Votre très-humble servante,
Henriette Belfield.


Cette façon ingénieuse de lui témoigner son envie de la voir, jointe à ce qu’elle lui disait qu’elle la trouverait seule, engagea Cécile à se rendre aussitôt chez elle. Henriette a beaucoup de choses à me dire ; elle veut m’ouvrir son cœur ; car nous n’avons plus rien à redouter l’une de l’autre. Cette confidence soulagera ses peines. Oh ! que n’ai-je moi-même une tendre amie à qui pouvoir me confier ! Qu’Henriette est plus heureuse ! Moins esclave de sa vanité, moins jalouse de sa dignité, ses chagrins peuvent être déposés dans le sein de l’amitié… Les miens, hélas ! renfermés par un devoir cruel, par la prudence, ne peuvent se révéler.

À son arrivée, Henriette vint au-devant d’elle pour l’embrasser… — Et vous seriez partie sans que j’eusse eu la satisfaction de vous voir ! Cela est charmant de votre part, car je n’aurais pas osé exiger cette complaisance. En même temps elle la fit passer dans une autre salle sur la cour, que sa mère avait louée, et où Henriette travaillait seule une partie de la journée. Elle lui apprit que, quoiqu’elles fussent actuellement un peu consolées, le moment de leur entrevue avec son frère avait été bien triste, et que sa mère ne serait tranquille que lorsqu’il aurait embrassé un genre de vie plus honorable que celui qu’il avait choisi. J’ai quelque espérance, continua-t-elle, qu’avant qu’il soit peu, nous y réussirons ; car il lui reste encore un ami dans le monde, qui, grâces à dieu, pense si noblement !… En vérité, je le crois à même de lui procurer tout ce qu’il voudra… C’est-à-dire, que je crois que s’il jugeait à propos de demander quelque chose, personne ne pourrait lui rien refuser, et c’est à ce sujet que je souhaitais m’entretenir avec vous.

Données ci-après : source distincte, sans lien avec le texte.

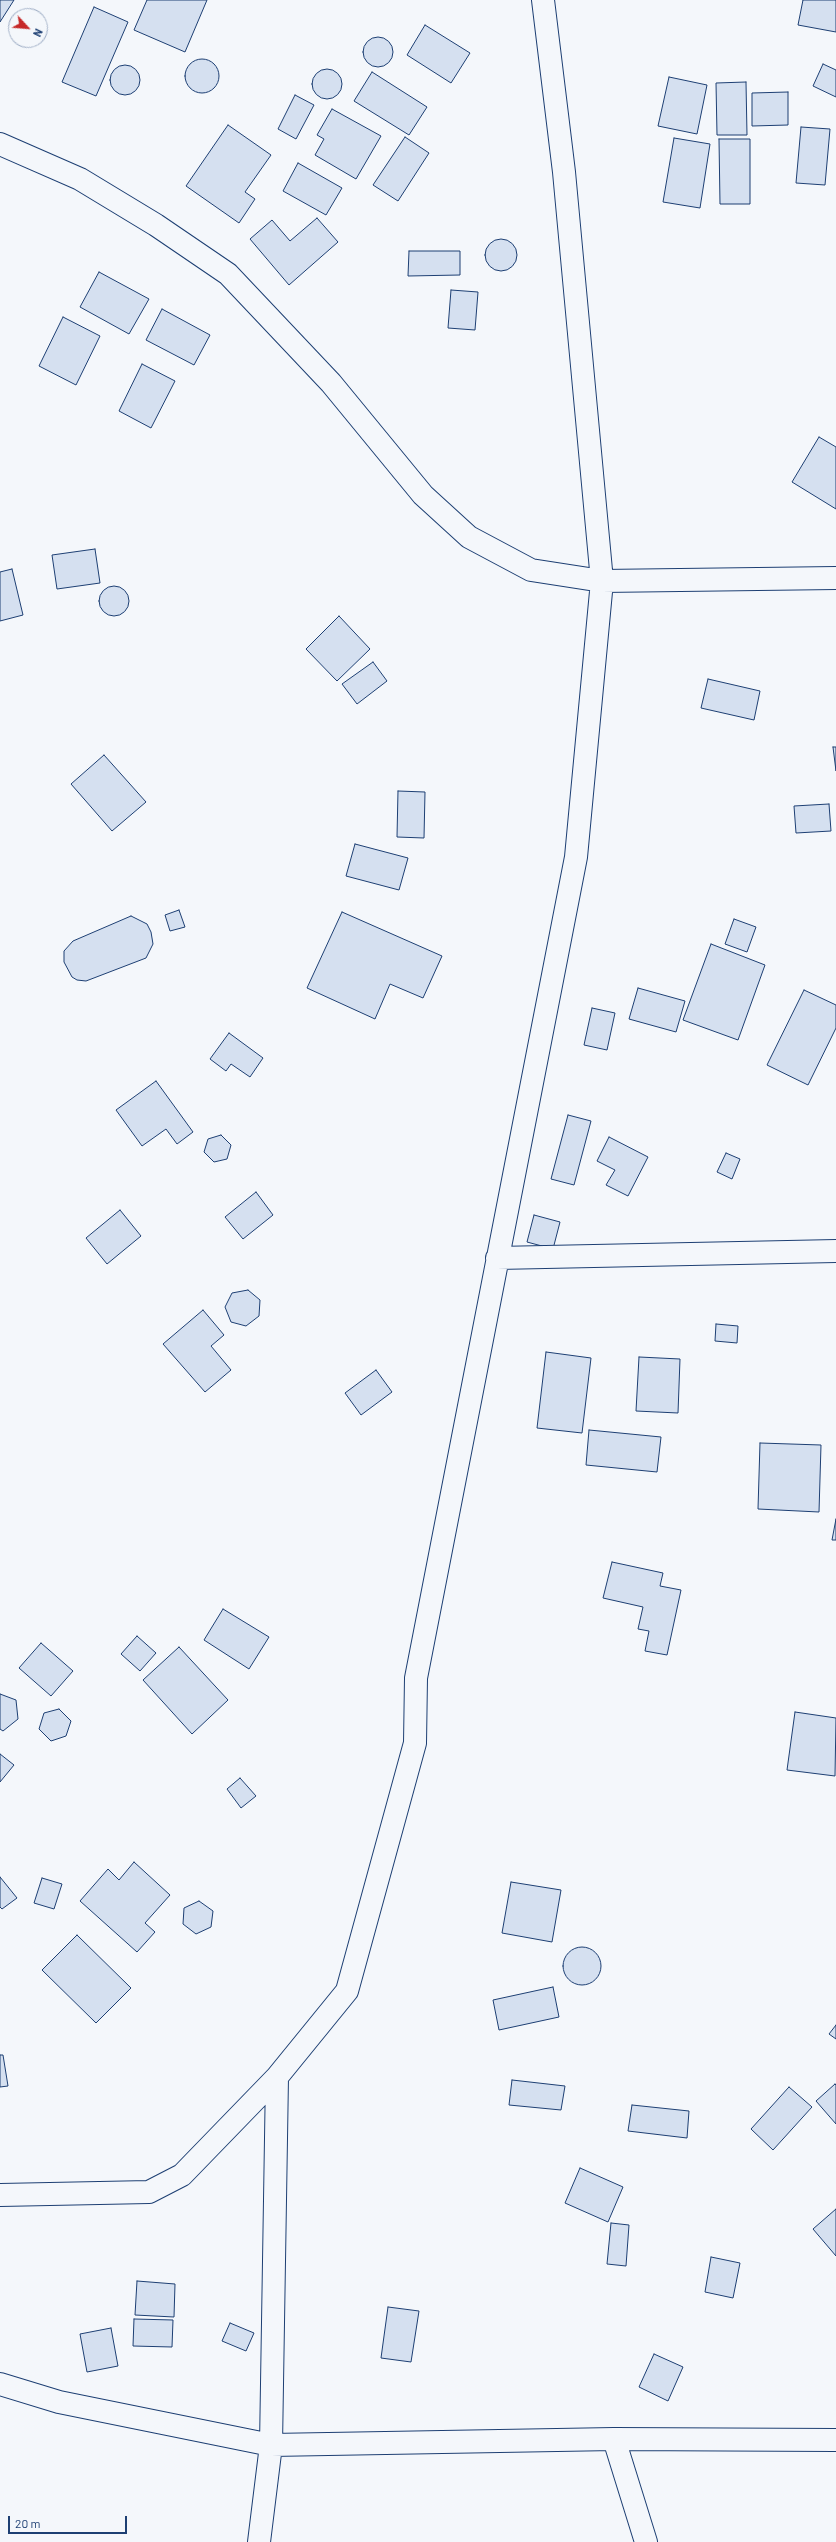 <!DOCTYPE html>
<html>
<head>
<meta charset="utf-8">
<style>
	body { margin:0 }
	#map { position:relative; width:836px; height:2542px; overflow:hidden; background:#f4f7fb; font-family:Barlow,sans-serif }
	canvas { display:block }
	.north { position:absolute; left:8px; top:8px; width:40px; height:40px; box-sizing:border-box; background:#f4f7fb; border:1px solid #9eadc5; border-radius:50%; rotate:116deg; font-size:11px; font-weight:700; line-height:16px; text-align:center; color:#1d3f73 }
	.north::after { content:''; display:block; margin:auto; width:14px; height:18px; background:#c62828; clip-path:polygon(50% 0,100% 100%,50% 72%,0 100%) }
	.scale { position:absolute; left:8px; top:2516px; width:119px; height:18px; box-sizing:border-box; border:2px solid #1d3f73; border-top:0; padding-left:5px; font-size:12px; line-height:14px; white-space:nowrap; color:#1d3f73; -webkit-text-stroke:3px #f4f7fb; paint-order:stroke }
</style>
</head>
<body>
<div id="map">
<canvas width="836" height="2542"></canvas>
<div class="north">N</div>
<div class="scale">20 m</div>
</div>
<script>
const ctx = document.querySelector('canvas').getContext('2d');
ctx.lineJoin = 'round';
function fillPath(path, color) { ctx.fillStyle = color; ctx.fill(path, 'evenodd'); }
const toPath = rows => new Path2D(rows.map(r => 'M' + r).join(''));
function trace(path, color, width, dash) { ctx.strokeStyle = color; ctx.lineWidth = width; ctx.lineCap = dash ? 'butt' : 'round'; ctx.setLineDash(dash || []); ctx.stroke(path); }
const building = toPath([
	[0,0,14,0,0,22,0,0],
	[147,0,207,0,185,52,134,30,147,0],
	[803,0,836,0,836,32,798,25,803,0],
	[94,7,128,22,96,96,62,82,94,7],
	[425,25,470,53,451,83,407,55,425,25],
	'363 52a15 15 0 1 1 30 0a15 15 0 1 1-30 0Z',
	'185 76a17 17 0 1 1 34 0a17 17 0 1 1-34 0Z',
	[823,64,836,70,836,97,813,86,823,64],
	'110 80a15 15 0 1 1 30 0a15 15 0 1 1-30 0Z',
	'312 84a15 15 0 1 1 30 0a15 15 0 1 1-30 0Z',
	[372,72,427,107,409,135,354,101,372,72],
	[669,77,707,85,697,134,658,126,669,77],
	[746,82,747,135,717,135,716,83,746,82],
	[788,92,788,125,752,126,752,93,788,92],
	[295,95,314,105,296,139,278,129,295,95],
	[332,109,381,136,356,179,315,155,324,139,317,135,332,109],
	[228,125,271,155,245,192,255,199,239,223,186,186,228,125],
	[801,127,830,129,825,185,796,183,801,127],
	[405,137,429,153,398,201,373,185,405,137],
	[674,138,710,144,700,208,663,202,674,138],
	[719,139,750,139,750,204,720,204,719,139],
	[298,163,342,188,326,215,283,191,298,163],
	[317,218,338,242,289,285,250,239,272,220,290,241,317,218],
	'485 255a16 16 0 1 1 32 0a16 16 0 1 1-32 0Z',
	[409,251,460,251,460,275,408,276,409,251],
	[99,272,149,299,129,334,80,307,99,272],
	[451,290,478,292,475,330,448,328,451,290],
	[162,309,210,335,194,365,146,340,162,309],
	[63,317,100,336,76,385,39,366,63,317],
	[142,364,175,381,151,428,119,411,142,364],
	[819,437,836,447,836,509,792,482,819,437],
	[95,549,100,583,57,589,52,555,95,549],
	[12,569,23,615,0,621,0,572,12,569],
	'99 601a15 15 0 1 1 30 0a15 15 0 1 1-30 0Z',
	[339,616,370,649,337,681,306,649,339,616],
	[373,662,387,681,357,704,342,684,373,662],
	[708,679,760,691,754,720,701,708,708,679],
	[833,747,836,747,836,771,833,747],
	[104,755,146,802,112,831,71,784,104,755],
	[398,791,425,792,424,838,397,837,398,791],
	[829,804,831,831,796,833,794,806,829,804],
	[355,844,408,858,399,890,346,876,355,844],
	[179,910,185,927,170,931,165,915,179,910],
	[342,912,442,956,423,998,390,984,375,1019,307,988,342,912],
	[131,916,147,924,151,932,153,944,146,958,86,981,77,980,72,977,64,962,64,951,73,941,131,916],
	[734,919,756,927,747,952,725,944,734,919],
	[711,944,765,965,738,1040,683,1020,711,944],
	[638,988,685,1001,676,1032,629,1019,638,988],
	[804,990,836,1005,836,1028,808,1085,767,1065,804,990],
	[592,1008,615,1013,607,1050,584,1045,592,1008],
	[229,1033,263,1058,250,1077,231,1064,226,1071,210,1059,229,1033],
	[156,1081,193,1132,177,1144,166,1129,142,1146,116,1110,156,1081],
	[568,1115,591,1121,574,1185,551,1179,568,1115],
	[221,1135,231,1145,227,1159,214,1162,204,1152,208,1139,221,1135],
	[609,1137,648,1157,628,1196,606,1185,615,1170,597,1161,609,1137],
	[726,1153,740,1159,732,1179,717,1172,726,1153],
	[256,1192,273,1215,243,1239,225,1217,256,1192],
	[120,1210,141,1236,107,1264,86,1238,120,1210],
	[534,1215,560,1222,553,1249,527,1242,534,1215],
	[248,1290,260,1300,259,1316,246,1326,231,1322,225,1307,232,1293,248,1290],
	[203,1310,224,1335,211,1346,231,1370,205,1392,163,1344,203,1310],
	[716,1324,738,1326,737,1343,715,1341,716,1324],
	[546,1352,591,1358,582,1433,537,1428,546,1352],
	[639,1357,680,1359,678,1413,636,1411,639,1357],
	[376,1370,392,1392,361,1415,345,1393,376,1370],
	[589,1430,661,1437,657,1472,586,1465,589,1430],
	[760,1443,821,1445,819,1512,758,1509,760,1443],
	[836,1519,836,1540,832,1540,836,1519],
	[612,1562,663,1573,660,1586,681,1590,667,1655,645,1651,649,1631,638,1629,643,1607,603,1598,612,1562],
	[223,1609,269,1637,249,1669,204,1640,223,1609],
	[137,1636,156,1653,140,1671,121,1654,137,1636],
	[41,1643,73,1671,51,1696,19,1668,41,1643],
	[179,1647,228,1700,192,1734,143,1680,179,1647],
	[0,1694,16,1700,18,1719,3,1731,0,1729,0,1694],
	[59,1709,71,1721,66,1736,51,1741,39,1729,44,1713,59,1709],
	[795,1712,836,1718,835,1776,787,1770,795,1712],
	[0,1754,14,1765,0,1782,0,1754],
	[240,1778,256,1796,241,1808,227,1789,240,1778],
	[134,1862,170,1895,145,1923,155,1932,137,1952,80,1901,108,1869,119,1880,134,1862],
	[0,1877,17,1898,2,1909,0,1907,0,1877],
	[42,1878,62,1884,54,1909,34,1903,42,1878],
	[511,1882,561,1890,552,1942,502,1933,511,1882],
	[199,1901,213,1911,211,1927,196,1934,183,1924,184,1908,199,1901],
	[77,1935,131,1988,96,2023,42,1970,77,1935],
	'563 1966a19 19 0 1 1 38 0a19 19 0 1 1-38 0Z',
	[553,1987,559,2017,499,2030,493,2000,553,1987],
	[836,2025,836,2039,829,2034,836,2025],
	[0,2055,3,2055,8,2086,0,2087,0,2055],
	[512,2080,565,2086,561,2110,509,2105,512,2080],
	[835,2084,836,2085,836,2124,816,2101,835,2084],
	[789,2087,812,2107,773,2150,751,2129,789,2087],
	[632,2105,689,2111,687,2138,628,2131,632,2105],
	[580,2168,623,2187,608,2222,565,2203,580,2168],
	[836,2209,836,2256,813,2229,836,2209],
	[611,2223,629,2225,626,2266,607,2264,611,2223],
	[711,2257,740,2263,733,2298,705,2292,711,2257],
	[137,2281,175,2284,174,2317,135,2315,137,2281],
	[388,2307,419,2311,411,2362,381,2358,388,2307],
	[134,2319,173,2320,172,2347,133,2346,134,2319],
	[230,2323,254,2333,246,2351,222,2341,230,2323],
	[111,2328,118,2366,87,2372,80,2334,111,2328],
	[654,2354,683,2367,668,2401,639,2387,654,2354]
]);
const minor = toPath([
	[0,144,80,179,156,225,228,274,331,383,423,495,469,537,531,570,602,581,836,578],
	[497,1258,836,1251],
	[0,2195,149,2192,182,2175,277,2077,347,1991,415,1743,416,1678,576,857,602,581,564,172,543,0],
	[0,2384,59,2402,271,2445,614,2439,836,2440],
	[614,2439,646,2542],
	[259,2542,271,2445,277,2077]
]);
fillPath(building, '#d5e0f0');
trace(building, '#1d3f73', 1);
trace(minor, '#1d3f73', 24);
trace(minor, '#f4f7fb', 22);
</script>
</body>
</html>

Cécile, persuadée que la personne en question ne pouvait être que Delvile, n’osait presque la presser de s’expliquer, quoiqu’elle ne fût venue que dans cette intention. Henriette, qui n’avait nul besoin d’être excitée, poursuivit : La difficulté est de savoir si nous pourrons déterminer mon frère à accepter quelque place ; car il a tous les jours moins d’envie qu’on l’oblige, et sa raison pour cela est, qu’étant pauvre, il craint, je crois, que l’on n’imagine qu’il est dans le cas de ramper et de mendier. Cependant, si ceux qui pensent ainsi, le connaissaient, comme je le connais, ils verraient qu’il n’en sera jamais capable, dût-il mourir de faim. Mais, à parler vrai, j’ai bien peur qu’il n’ait eu tort dans cette affaire, et qu’il ne se soit piqué sans raison : il aura pris pour un affront ce qui ne l’était pas. J’ai parlé à un gentilhomme qui sait beaucoup mieux que lui comment on doit se conduire ; il m’a dit que mon frère, pendant le temps qu’il a demeuré chez milord Vannelt, prenait de travers tout ce qui se faisait dans la maison. Et comment a-t-il pu le savoir ?… Oh ! parce qu’il a été lui-même s’en informer ; c’est lui qui avait procuré la connaissance de milord Vannelt à mon frère ; et il n’aurait pas plus souhaité que moi-même qu’il eût eu à s’en plaindre : ainsi je dois le croire. Mais mon pauvre frère n’étant point un homme de considération, s’est imaginé que tout le monde lui manquait d’égards ; et comme il est pauvre, il soupçonnait qu’on le méprisait. Cette personne m’a pourtant bien assurée que chacun l’aimait et l’estimait ; et s’il avait été moins soupçonneux, il n’est rien qu’on n’eût fait pour lui. — Vous connaissez donc très-bien ce gentilhomme ? Oh ! non, mademoiselle, répondit-elle promptement ; je ne le connais point du tout. Il ne vient ici que pour voir mon frère ; il serait fort impertinent à moi de prétendre qu’il fût de ma connaissance.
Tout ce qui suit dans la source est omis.